# Help! CEL P1176 audi a6 Acura tech needs help with an audi



## pqgti (Oct 27, 2003)

I don't have a vag-com but I pulled a p1176 from the ecu on this 2001 Audi a6 2.8. I know the flex(before the cat) on this passangers side cat bank1 is leaking, could this cause a p1176? I recently replaced the drivers side bank2 cat because of a p0430. I am hoping this exhaust leak is causing this code, can anyone tell me different? Thanks in Advance.


----------



## O_o (Nov 12, 2009)

*Re: Help! CEL P1176 audi a6 Acura tech needs help with an audi (pqgti)*


_Quote, originally posted by *pqgti* »_I know the flex(before the cat) on this passangers side cat bank1 is leaking, could this cause a p1176?
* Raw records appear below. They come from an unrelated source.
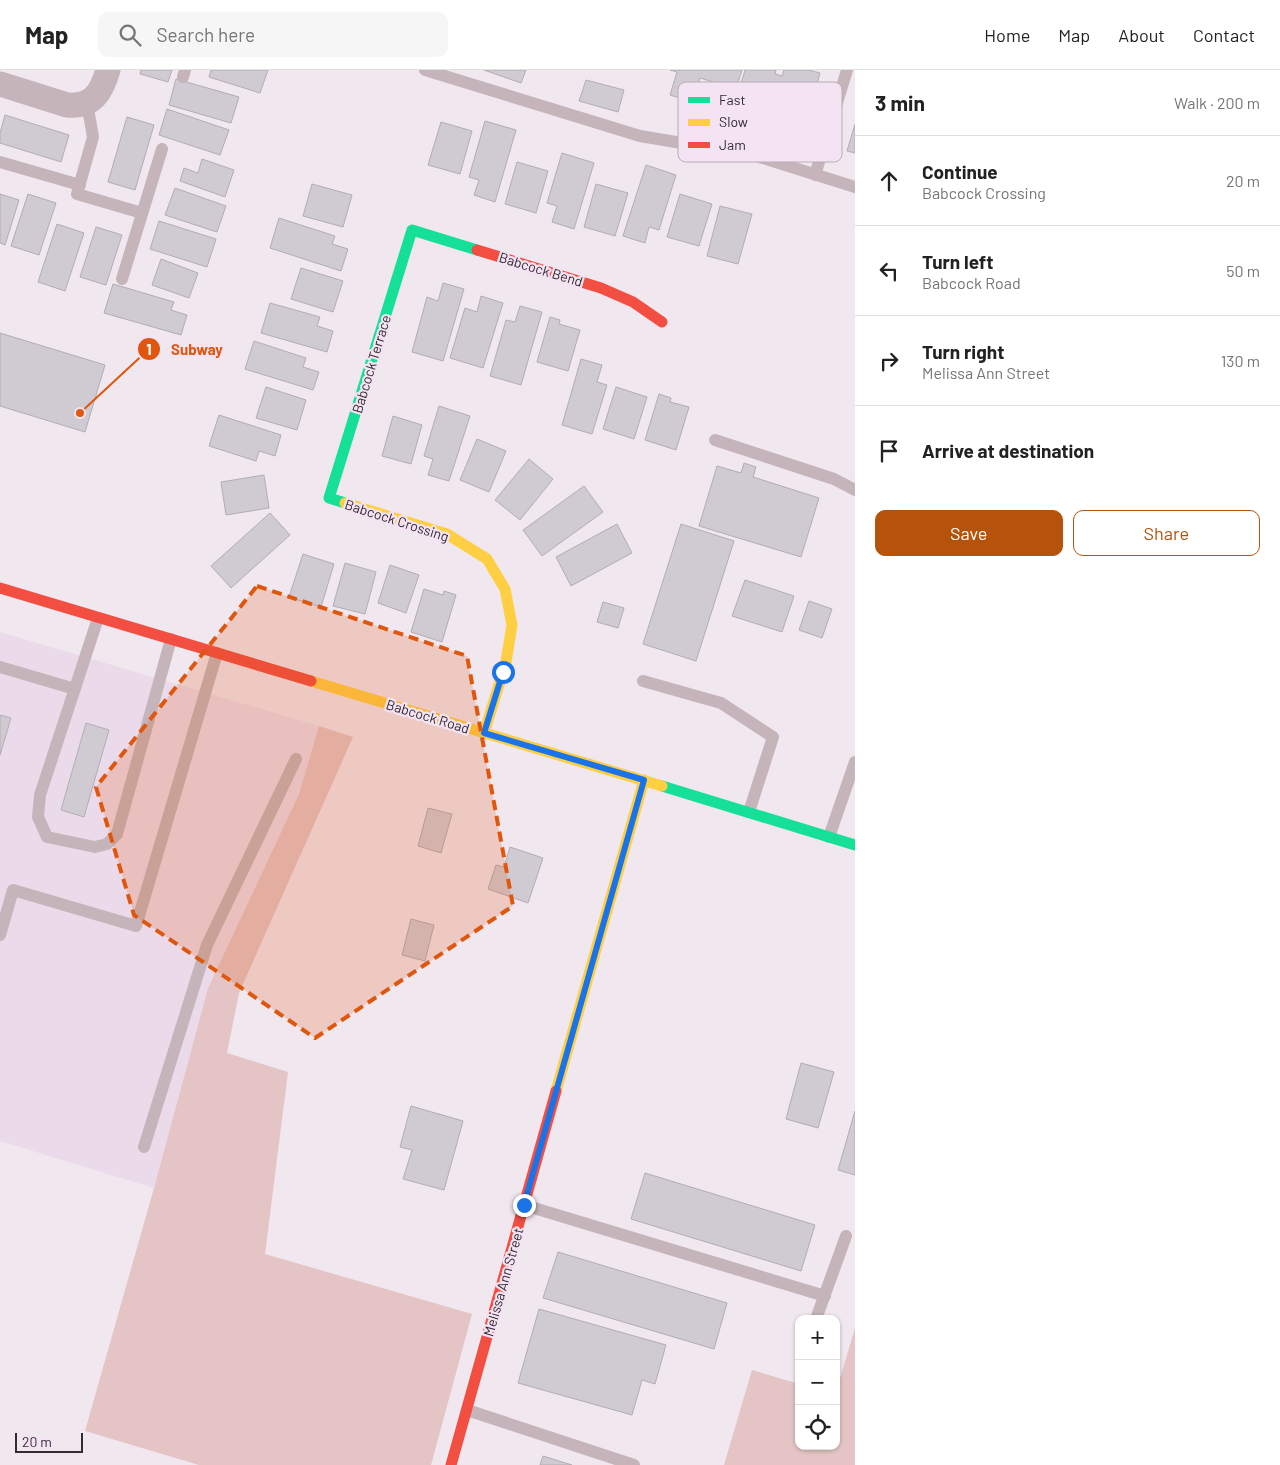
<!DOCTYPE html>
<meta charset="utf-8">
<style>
:root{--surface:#fff;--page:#f6f6f6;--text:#222;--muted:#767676;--line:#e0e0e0;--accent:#b45309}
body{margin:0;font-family:Barlow,sans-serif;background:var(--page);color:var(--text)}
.controls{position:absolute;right:15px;bottom:15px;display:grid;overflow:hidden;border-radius:10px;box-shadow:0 1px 4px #0004}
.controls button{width:45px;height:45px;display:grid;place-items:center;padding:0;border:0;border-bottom:1px solid var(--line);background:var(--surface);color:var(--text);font:25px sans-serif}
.scale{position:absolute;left:15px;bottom:12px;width:68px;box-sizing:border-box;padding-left:5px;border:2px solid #322b31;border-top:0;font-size:14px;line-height:18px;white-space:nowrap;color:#322b31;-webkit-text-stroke:4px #f4e3f2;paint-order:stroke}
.stop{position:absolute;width:15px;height:15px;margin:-11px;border:4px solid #1a73e8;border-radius:50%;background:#fff}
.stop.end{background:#1a73e8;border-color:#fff;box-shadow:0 1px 5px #0008}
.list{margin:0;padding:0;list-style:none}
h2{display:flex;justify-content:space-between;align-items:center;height:65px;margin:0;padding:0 20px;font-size:21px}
h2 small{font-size:16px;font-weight:400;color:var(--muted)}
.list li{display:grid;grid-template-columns:32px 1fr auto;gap:15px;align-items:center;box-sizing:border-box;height:90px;padding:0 20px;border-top:1px solid var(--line)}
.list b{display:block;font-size:19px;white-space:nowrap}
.list p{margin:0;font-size:16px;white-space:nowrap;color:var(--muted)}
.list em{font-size:16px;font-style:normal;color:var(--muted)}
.actions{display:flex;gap:10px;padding:15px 20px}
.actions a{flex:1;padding:11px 0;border:1px solid var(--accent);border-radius:10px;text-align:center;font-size:18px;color:var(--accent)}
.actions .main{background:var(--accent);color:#fff}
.icon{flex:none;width:28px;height:28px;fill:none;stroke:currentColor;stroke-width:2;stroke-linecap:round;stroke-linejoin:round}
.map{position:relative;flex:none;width:855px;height:1395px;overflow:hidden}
header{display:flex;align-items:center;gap:30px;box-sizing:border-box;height:70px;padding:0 25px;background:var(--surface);border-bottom:1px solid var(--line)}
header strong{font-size:24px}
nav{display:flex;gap:28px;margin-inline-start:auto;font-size:18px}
.search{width:350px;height:45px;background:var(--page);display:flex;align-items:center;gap:12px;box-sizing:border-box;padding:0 18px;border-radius:10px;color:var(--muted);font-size:19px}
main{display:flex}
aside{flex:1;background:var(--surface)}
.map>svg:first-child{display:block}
.built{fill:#ebdbea}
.green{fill:#e4c4c4}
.building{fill:#d0cbd2;stroke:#b1adb3}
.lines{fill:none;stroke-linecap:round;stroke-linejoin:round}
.lane{stroke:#c5b4b9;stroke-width:12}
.street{stroke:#c5b4b9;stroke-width:25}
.fast{stroke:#16e098;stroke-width:11}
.slow{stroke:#ffcf43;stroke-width:11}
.jam{stroke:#f24e42;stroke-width:11}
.route{stroke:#1a73e8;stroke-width:6}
.marked{fill:#df570e;fill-opacity:0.2;stroke:#df570e;stroke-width:4;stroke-dasharray:10 6;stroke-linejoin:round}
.labels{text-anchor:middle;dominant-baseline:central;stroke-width:4.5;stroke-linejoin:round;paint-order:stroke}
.street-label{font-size:14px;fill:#322b31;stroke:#f4e3f2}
.key{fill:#f4e3f2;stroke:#baacb8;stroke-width:1}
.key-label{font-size:14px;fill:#322b31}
.leader{fill:none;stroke:#df570e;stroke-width:2}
.callout-dot{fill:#df570e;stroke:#f4e3f2;stroke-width:2}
.mark-label{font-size:15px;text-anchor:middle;font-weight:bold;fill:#fff}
.callout-label{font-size:15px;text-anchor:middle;font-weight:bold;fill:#df570e;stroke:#f4e3f2;stroke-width:4.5;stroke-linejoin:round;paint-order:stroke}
</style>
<header>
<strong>Map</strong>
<div class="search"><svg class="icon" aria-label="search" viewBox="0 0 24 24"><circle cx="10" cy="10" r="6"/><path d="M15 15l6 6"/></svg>Search here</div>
<nav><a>Home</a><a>Map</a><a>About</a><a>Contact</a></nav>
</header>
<main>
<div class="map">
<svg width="855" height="1395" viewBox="0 0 855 1395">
<rect width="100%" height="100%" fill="#f0e7ef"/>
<path class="built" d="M 0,562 L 319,656 L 299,724 L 208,918 L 154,1118 L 0,1071 Z"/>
<path class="green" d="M 319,656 L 353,667 L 239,923 L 227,983 L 288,1002 L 265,1184 L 472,1244 L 431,1395 L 199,1395 L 85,1361 L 154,1118 L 208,918 L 299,724 Z
M 855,1258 L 855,1395 L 724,1395 L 752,1300 L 799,1314 L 799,1376 L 836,1376 L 836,1322 Z"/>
<path class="building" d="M 141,0 L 172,0 L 168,12 L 140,4 Z
M 211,0 L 268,0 L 260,23 L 209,7 Z
M 484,0 L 526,0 L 521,13 Z
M 670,0 L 742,0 L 736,19 L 700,8 L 693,32 L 670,25 L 677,2 Z
M 745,0 L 776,0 L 775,4 L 782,6 L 784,0 L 808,0 L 820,3 L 807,50 L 780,42 L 782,33 L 772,30 L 769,43 L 786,48 L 777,76 L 708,57 L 713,40 L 732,45 Z
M 176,9 L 239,27 L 231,53 L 169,35 Z
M 586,10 L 624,20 L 618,42 L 579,31 Z
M 167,39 L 229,60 L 220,85 L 159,65 Z
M 5,45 L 69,65 L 61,92 L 0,73 L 0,63 Z
M 127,47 L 154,55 L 135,120 L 108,112 Z
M 485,51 L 516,60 L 495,132 L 474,125 L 479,110 L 469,107 Z
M 441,52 L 472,61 L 460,104 L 428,95 Z
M 855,54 L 855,83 L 847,81 Z
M 562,83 L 594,93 L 574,159 L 552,152 L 557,136 L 547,133 Z
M 202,89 L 234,100 L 225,127 L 180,111 L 184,98 L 198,103 Z
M 517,92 L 548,101 L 536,143 L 505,134 Z
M 646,95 L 676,105 L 659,160 L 649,157 L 645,173 L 623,166 Z
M 312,114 L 352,125 L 343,157 L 303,146 Z
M 596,114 L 628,123 L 615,166 L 584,157 Z
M 175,118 L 226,136 L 217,162 L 165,145 Z
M 0,124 L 19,130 L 5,175 L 0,173 Z
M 28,124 L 56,133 L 39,185 L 11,176 Z
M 680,124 L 712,134 L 699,176 L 667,167 Z
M 720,136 L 752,144 L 738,194 L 707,186 Z
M 279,148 L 335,166 L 332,174 L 348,179 L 341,201 L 270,178 Z
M 159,151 L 216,169 L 207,197 L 150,179 Z
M 57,154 L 84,163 L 65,221 L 38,212 Z
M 96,157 L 122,165 L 106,215 L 80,207 Z
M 161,189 L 198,203 L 189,228 L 152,215 Z
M 301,198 L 343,211 L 333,242 L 291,229 Z
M 443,213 L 464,219 L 443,291 L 412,282 L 427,227 L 438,231 Z
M 113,214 L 174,232 L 171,240 L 187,245 L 181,265 L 104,243 Z
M 481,226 L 503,233 L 483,298 L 450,288 L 465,238 L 477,242 Z
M 270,233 L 320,247 L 317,256 L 333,261 L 327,282 L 261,263 Z
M 520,236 L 542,242 L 521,315 L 490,306 L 506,250 L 515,252 Z
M 550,247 L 560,250 L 559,254 L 580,260 L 568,301 L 537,292 Z
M 0,263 L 105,295 L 85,362 L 0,336 Z
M 254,271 L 306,288 L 303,297 L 319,302 L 313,320 L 245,299 Z
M 581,289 L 602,295 L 597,312 L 607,315 L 592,364 L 562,355 Z
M 266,317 L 306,330 L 297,360 L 256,348 Z
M 616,317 L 647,327 L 634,369 L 603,359 Z
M 659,324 L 671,328 L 670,332 L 689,337 L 676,380 L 645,370 Z
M 439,336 L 470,346 L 449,411 L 428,405 L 433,389 L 424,386 Z
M 219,345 L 281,365 L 275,386 L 259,381 L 256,391 L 209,376 Z
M 393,346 L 422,355 L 411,394 L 382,386 Z
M 477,369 L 506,381 L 489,422 L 460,410 Z
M 529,389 L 553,409 L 520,450 L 495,430 Z
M 744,393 L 756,397 L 753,407 L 819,428 L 801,487 L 699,456 L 717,396 L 741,403 Z
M 264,405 L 269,438 L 226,445 L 221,412 Z
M 584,416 L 603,442 L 542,486 L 523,460 Z
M 270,443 L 290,465 L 231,518 L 211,496 Z
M 617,454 L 632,483 L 571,516 L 556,487 Z
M 681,454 L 734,471 L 696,591 L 643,574 Z
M 303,484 L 334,494 L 321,537 L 289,527 Z
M 345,493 L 376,502 L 365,544 L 333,536 Z
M 390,495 L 419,505 L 406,543 L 378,533 Z
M 745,510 L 794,526 L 782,562 L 732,546 Z
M 424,519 L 443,525 L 444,521 L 456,525 L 442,572 L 411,562 Z
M 809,531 L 832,539 L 822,568 L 799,560 Z
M 603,532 L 624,538 L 618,558 L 597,552 Z
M 0,645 L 11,648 L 0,685 Z
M 86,653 L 109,660 L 84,747 L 61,740 Z
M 428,738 L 452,744 L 441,783 L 418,776 Z
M 510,777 L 543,788 L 528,833 L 488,819 L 496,795 L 504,797 Z
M 411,849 L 434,855 L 425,891 L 402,885 Z
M 801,993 L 834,1002 L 818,1058 L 786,1049 Z
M 411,1036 L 463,1051 L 444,1120 L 403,1109 L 412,1080 L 400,1077 Z
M 855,1041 L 855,1105 L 838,1100 Z
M 645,1103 L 815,1155 L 801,1201 L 631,1149 Z
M 558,1182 L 727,1233 L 714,1279 L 543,1228 Z
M 539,1239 L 666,1275 L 655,1314 L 642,1310 L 632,1345 L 518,1313 Z
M 543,1386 L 572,1395 L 540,1395 Z"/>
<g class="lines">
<path class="lane" d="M 425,0 L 640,66 L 753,85 L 855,117
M 183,7 L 185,0
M 87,33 L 93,67 L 77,124 L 142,143
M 0,92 L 80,115
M 815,105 L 847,0
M 122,209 L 162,79
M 715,370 L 834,409 L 855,420
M 98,548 L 40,725 L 38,747 L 47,767 L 95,777 L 107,774 L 117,764 L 171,569
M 0,597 L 75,619
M 643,611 L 721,633 L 773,667 L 749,742
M 829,767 L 855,692
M 0,865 L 13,820 L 136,856 L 217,583
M 144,1077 L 207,875 L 296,689
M 524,1135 L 825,1226
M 816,1249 L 846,1166
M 467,1340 L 634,1395"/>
<path class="street" d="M 0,14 L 67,35 C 93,37 101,23 108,0"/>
<path class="fast" d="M 345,433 L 329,428 L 412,160 L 477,180
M 662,716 L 855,775"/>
<path class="slow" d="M 345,433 L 447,464 L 487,489 L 505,519 L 512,555 L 506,592 L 484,663
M 311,611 L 662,716
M 556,1021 L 644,710"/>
<path class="jam" d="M 477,180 L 601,218 L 633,232 L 662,252
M 0,518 L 311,611
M 451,1395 L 556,1021"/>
</g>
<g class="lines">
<path class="route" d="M 503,602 L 484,663 L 644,710 L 524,1135"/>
</g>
<path class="marked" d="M 257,516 L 467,586 L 513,836 L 315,968 L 134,845 L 96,717 Z"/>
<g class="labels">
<g class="street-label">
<text transform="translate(541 199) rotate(17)">Babcock Bend</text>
<text transform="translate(371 294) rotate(-73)">Babcock Terrace</text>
<text transform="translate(397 450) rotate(18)">Babcock Crossing</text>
<text transform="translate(428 646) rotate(17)">Babcock Road</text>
<text transform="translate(503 1212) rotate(-74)">Melissa Ann Street</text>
</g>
</g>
<rect x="678" y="12" width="164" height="80" rx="8" class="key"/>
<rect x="688" y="27" width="22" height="6" fill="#16e098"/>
<rect x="688" y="49" width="22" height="7" fill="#ffcf43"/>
<rect x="688" y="72" width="22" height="6" fill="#f24e42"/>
<g class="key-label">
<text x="719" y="35">Fast</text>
<text x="719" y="57">Slow</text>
<text x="719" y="80">Jam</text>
</g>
<path class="leader" d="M80 343L149 279"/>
<g class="callout-dot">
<circle cx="80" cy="343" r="5"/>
<circle cx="149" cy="279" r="12"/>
</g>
<g class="mark-label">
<text x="149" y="285">1</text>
</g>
<g class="callout-label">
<text x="197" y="285">Subway</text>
</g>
</svg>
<div class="controls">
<button>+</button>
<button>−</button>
<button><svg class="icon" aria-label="locate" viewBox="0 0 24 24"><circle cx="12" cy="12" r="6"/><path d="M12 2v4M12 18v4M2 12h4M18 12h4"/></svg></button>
</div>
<div class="scale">20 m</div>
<div class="stop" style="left:503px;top:602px"></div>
<div class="stop end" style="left:524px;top:1135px"></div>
</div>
<aside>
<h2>3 min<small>Walk · 200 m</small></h2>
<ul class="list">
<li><svg class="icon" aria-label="ahead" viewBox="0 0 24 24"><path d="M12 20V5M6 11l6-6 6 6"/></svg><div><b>Continue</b><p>Babcock Crossing</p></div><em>20 m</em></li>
<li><svg class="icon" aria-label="left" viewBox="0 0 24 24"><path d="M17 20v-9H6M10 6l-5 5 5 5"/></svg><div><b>Turn left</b><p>Babcock Road</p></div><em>50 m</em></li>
<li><svg class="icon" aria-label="right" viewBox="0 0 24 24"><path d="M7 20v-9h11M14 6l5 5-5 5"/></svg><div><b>Turn right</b><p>Melissa Ann Street</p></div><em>130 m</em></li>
<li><svg class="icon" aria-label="arrive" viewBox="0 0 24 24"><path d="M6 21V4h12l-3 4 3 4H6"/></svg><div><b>Arrive at destination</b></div></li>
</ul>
<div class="actions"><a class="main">Save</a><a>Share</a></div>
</aside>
</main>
It sounds plausible. The sensor might not respond as expected to changes in a/f ratio because of the leak. I would expect it to be more of a problem if fresh air were somehow leaking in, which seems unlikely, but you never know...


----------



## pqgti (Oct 27, 2003)

*Re: Help! CEL P1176 audi a6 Acura tech needs help with an audi ()*

Thanks for the help. I repaired the exhaust, tomorrow I will try to set the monitors. wish me luck


----------



## pqgti (Oct 27, 2003)

*Re: Help! CEL P1176 audi a6 Acura tech needs help with an audi (pqgti)*

Repaired the exhaust leak before the cat (flex) and cleared the code. Road tested the vehicle a couple times and set the cat and o2 sensor monitors to ready. Looks like I fixed it!! Thanks again.


----------



## O_o (Nov 12, 2009)

*Re: Help! CEL P1176 audi a6 Acura tech needs help with an audi (pqgti)*

You're welcome. Glad it turned out not to be a bad cat...


----------